** Information provided follows **

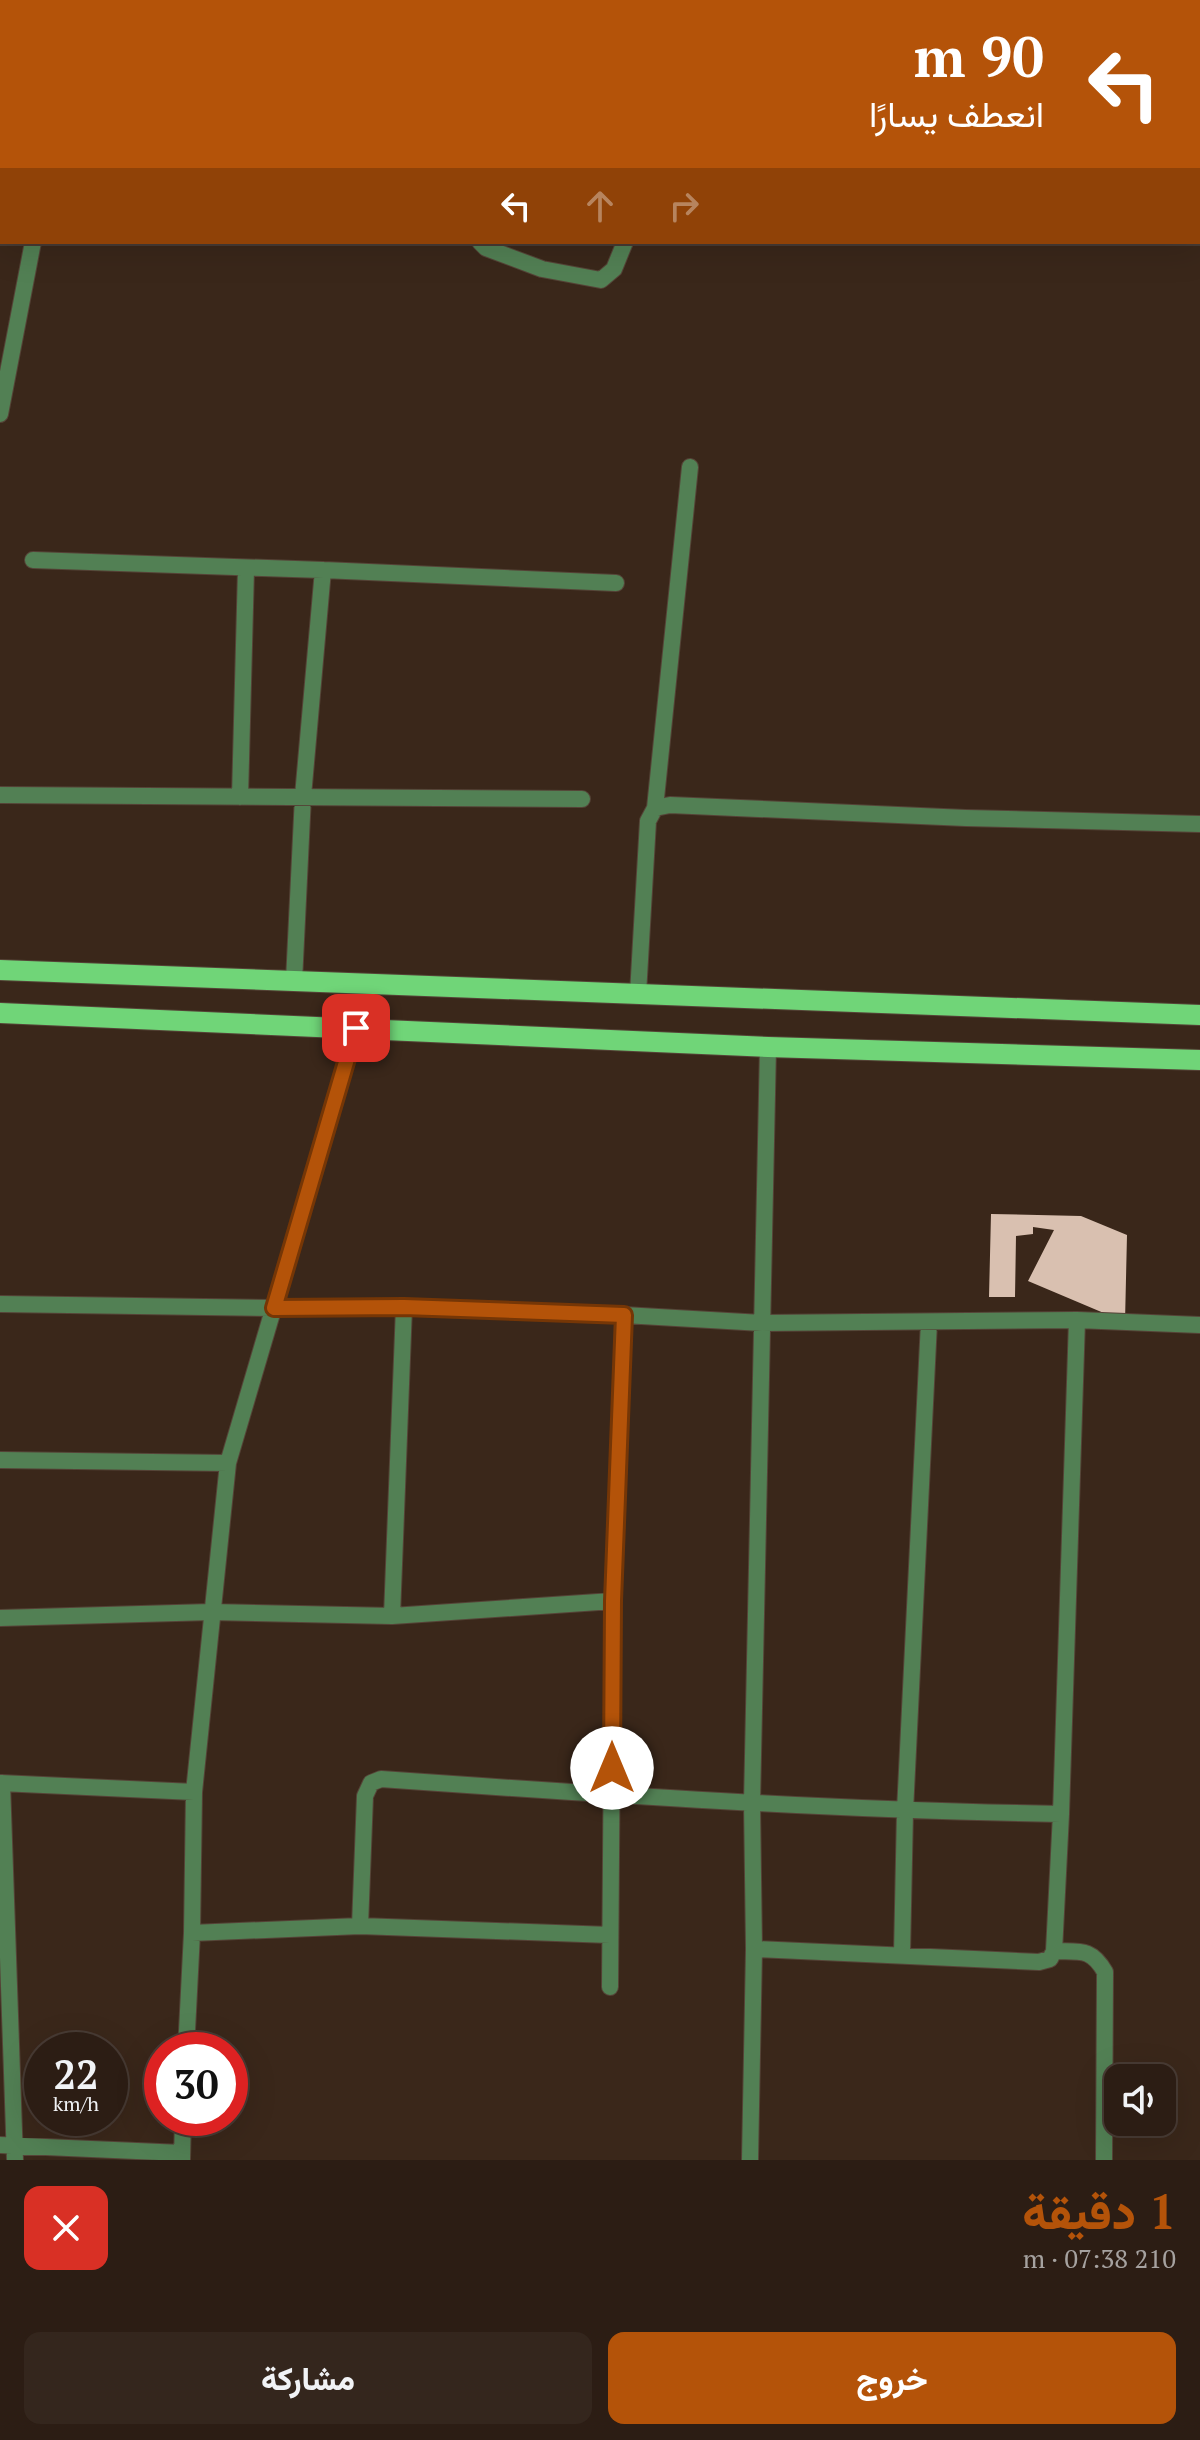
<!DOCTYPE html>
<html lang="ar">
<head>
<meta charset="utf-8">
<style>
	body { margin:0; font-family:"PT Serif",Vazirmatn,serif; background:#34261d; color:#f1f3f6; direction:rtl; height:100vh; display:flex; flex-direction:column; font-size:30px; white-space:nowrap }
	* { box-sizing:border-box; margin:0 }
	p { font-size:26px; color:#a6a2a0 }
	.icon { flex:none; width:44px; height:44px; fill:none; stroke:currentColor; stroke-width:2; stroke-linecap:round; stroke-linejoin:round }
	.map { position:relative; height:2160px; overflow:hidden; direction:ltr }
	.panel { display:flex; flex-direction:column; background:#2c1d14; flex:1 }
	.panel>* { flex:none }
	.banner { position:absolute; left:0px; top:0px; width:1200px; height:244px; box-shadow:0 8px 32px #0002,0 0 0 2px #483b34; direction:rtl; background:#b45309; color:#fff; overflow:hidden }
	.controls { position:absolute; left:1104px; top:2064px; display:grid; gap:16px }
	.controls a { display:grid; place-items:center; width:72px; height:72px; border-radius:16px; background:#2c1d14; box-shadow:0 8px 32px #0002,0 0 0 2px #483b34; font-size:40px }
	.speed { position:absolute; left:24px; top:2032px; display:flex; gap:16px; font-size:40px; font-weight:700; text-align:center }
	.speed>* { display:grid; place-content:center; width:104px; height:104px; border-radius:50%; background:#2c1d14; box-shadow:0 8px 32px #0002,0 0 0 2px #483b34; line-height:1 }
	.speed small { font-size:20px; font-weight:400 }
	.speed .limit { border:12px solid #d22; background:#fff; color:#111 }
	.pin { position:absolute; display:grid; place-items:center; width:68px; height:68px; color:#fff; margin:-34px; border-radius:16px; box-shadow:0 4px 12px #0006 }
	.me { position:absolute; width:88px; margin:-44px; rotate:0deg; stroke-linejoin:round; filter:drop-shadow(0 0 6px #0008) }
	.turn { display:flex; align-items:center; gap:28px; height:168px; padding:0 24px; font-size:36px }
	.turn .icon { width:104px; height:104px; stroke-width:2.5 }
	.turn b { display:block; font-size:56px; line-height:68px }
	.lanes { display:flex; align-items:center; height:76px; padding:0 24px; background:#0003; justify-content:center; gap:40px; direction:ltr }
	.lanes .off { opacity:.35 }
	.round { display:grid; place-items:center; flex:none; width:84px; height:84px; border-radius:16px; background:#34261d }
	.overview { display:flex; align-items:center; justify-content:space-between; height:136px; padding:0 24px }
	h1 { font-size:48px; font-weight:800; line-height:60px; color:#b45309 }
	.primary-button { display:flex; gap:16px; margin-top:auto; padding:16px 24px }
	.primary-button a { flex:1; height:92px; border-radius:16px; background:#b45309; color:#fff; font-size:32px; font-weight:800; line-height:92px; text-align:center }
	.primary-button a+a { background:#34261d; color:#f1f3f6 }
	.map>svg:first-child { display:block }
</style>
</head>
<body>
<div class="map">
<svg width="1200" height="2160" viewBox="0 0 1200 2160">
	<rect width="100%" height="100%" fill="#3a271a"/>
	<path fill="#d9c0b0" d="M991,1214L1081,1216L1127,1235L1125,1322L1028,1281L1054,1230L1033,1227V1234L1016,1236L1015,1297H989Z"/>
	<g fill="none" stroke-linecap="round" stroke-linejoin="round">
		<g stroke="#554337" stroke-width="18">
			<path id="street" d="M1174,0L1181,2
				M83,2V0
				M519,2V0
				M685,2V0
				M1198,7L1200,8
				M0,117H2
				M480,242L486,248L542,269L601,280L614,269L625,242
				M0,414L33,242
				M33,560L323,570L616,583
				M0,795L582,799
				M240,797L246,569
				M655,808L690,467
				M294,981L303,796L323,570
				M638,994L648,821L655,808L670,805L966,818L1200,824
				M0,1304L274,1308L404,1307L624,1315L762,1323L1077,1320L1200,1325
				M0,1460L228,1463
				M392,1616L404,1307
				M0,1618L211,1612L392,1616L613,1601
				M0,1783L194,1792
				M2,1783L15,2160
				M360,1926L365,1796L371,1783L381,1779C607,1795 834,1810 1061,1814
				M192,1933L360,1926L610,1935
				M754,1949L1039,1962L1050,1959L1054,1951L1061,1814L1077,1320
				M1054,1951C1079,1952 1091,1947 1105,1972L1104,2160
				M902,1954L905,1811L929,1322
				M610,1987L613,1601L624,1315
				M186,2050L192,1933L194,1792L228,1463L356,1028
				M0,2145L182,2153
				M182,2160L183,2118
				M750,2160L754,1949L752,1803L768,1047"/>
		</g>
		<g stroke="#554337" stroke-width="22">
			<path id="primary" d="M0,970L1200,1015
				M0,1013L768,1047L1200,1060"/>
		</g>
		<use href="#street" stroke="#528054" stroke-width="16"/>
		<use href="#primary" stroke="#70d578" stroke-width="20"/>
	</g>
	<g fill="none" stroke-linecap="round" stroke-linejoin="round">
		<g stroke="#753606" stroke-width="20">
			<path id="route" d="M356,1028L274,1308L404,1307L624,1315L613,1601L612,1768"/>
		</g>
		<use href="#route" stroke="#b45309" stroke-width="14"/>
	</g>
</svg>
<div class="controls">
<a><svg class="icon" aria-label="sound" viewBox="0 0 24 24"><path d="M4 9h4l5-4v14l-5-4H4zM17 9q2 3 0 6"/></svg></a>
</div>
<div class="speed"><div>22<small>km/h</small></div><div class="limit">30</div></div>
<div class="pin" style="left:356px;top:1028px;background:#d93025"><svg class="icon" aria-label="arrive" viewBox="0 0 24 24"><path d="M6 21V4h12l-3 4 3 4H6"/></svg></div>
<svg class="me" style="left:612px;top:1768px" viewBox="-20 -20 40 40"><circle r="19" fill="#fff"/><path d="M0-13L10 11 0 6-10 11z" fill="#b45309"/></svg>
<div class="banner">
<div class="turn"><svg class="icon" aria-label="left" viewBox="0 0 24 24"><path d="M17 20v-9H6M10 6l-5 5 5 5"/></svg><div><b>90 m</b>انعطف يسارًا</div></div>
<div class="lanes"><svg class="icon" aria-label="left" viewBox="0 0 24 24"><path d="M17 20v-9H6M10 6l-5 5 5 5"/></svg><svg class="icon off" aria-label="ahead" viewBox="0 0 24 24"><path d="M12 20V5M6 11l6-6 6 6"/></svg><svg class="icon off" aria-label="right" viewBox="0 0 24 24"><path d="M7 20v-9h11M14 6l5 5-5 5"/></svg></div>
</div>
</div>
<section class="panel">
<div class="overview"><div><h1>1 دقيقة</h1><p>210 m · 07:38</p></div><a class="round" style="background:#d93025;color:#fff"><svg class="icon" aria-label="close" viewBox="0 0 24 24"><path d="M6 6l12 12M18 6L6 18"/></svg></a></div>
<div class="primary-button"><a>خروج</a><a>مشاركة</a></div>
</section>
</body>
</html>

** End of Information provided **

Give the exact lines, and only those, from the line containing "flex:none; width:44px; height:44px;" through the line containing "position:absolute; left:0px; top:0px;" in the entries above.

	.icon { flex:none; width:44px; height:44px; fill:none; stroke:currentColor; stroke-width:2; stroke-linecap:round; stroke-linejoin:round }
	.map { position:relative; height:2160px; overflow:hidden; direction:ltr }
	.panel { display:flex; flex-direction:column; background:#2c1d14; flex:1 }
	.panel>* { flex:none }
	.banner { position:absolute; left:0px; top:0px; width:1200px; height:244px; box-shadow:0 8px 32px #0002,0 0 0 2px #483b34; direction:rtl; background:#b45309; color:#fff; overflow:hidden }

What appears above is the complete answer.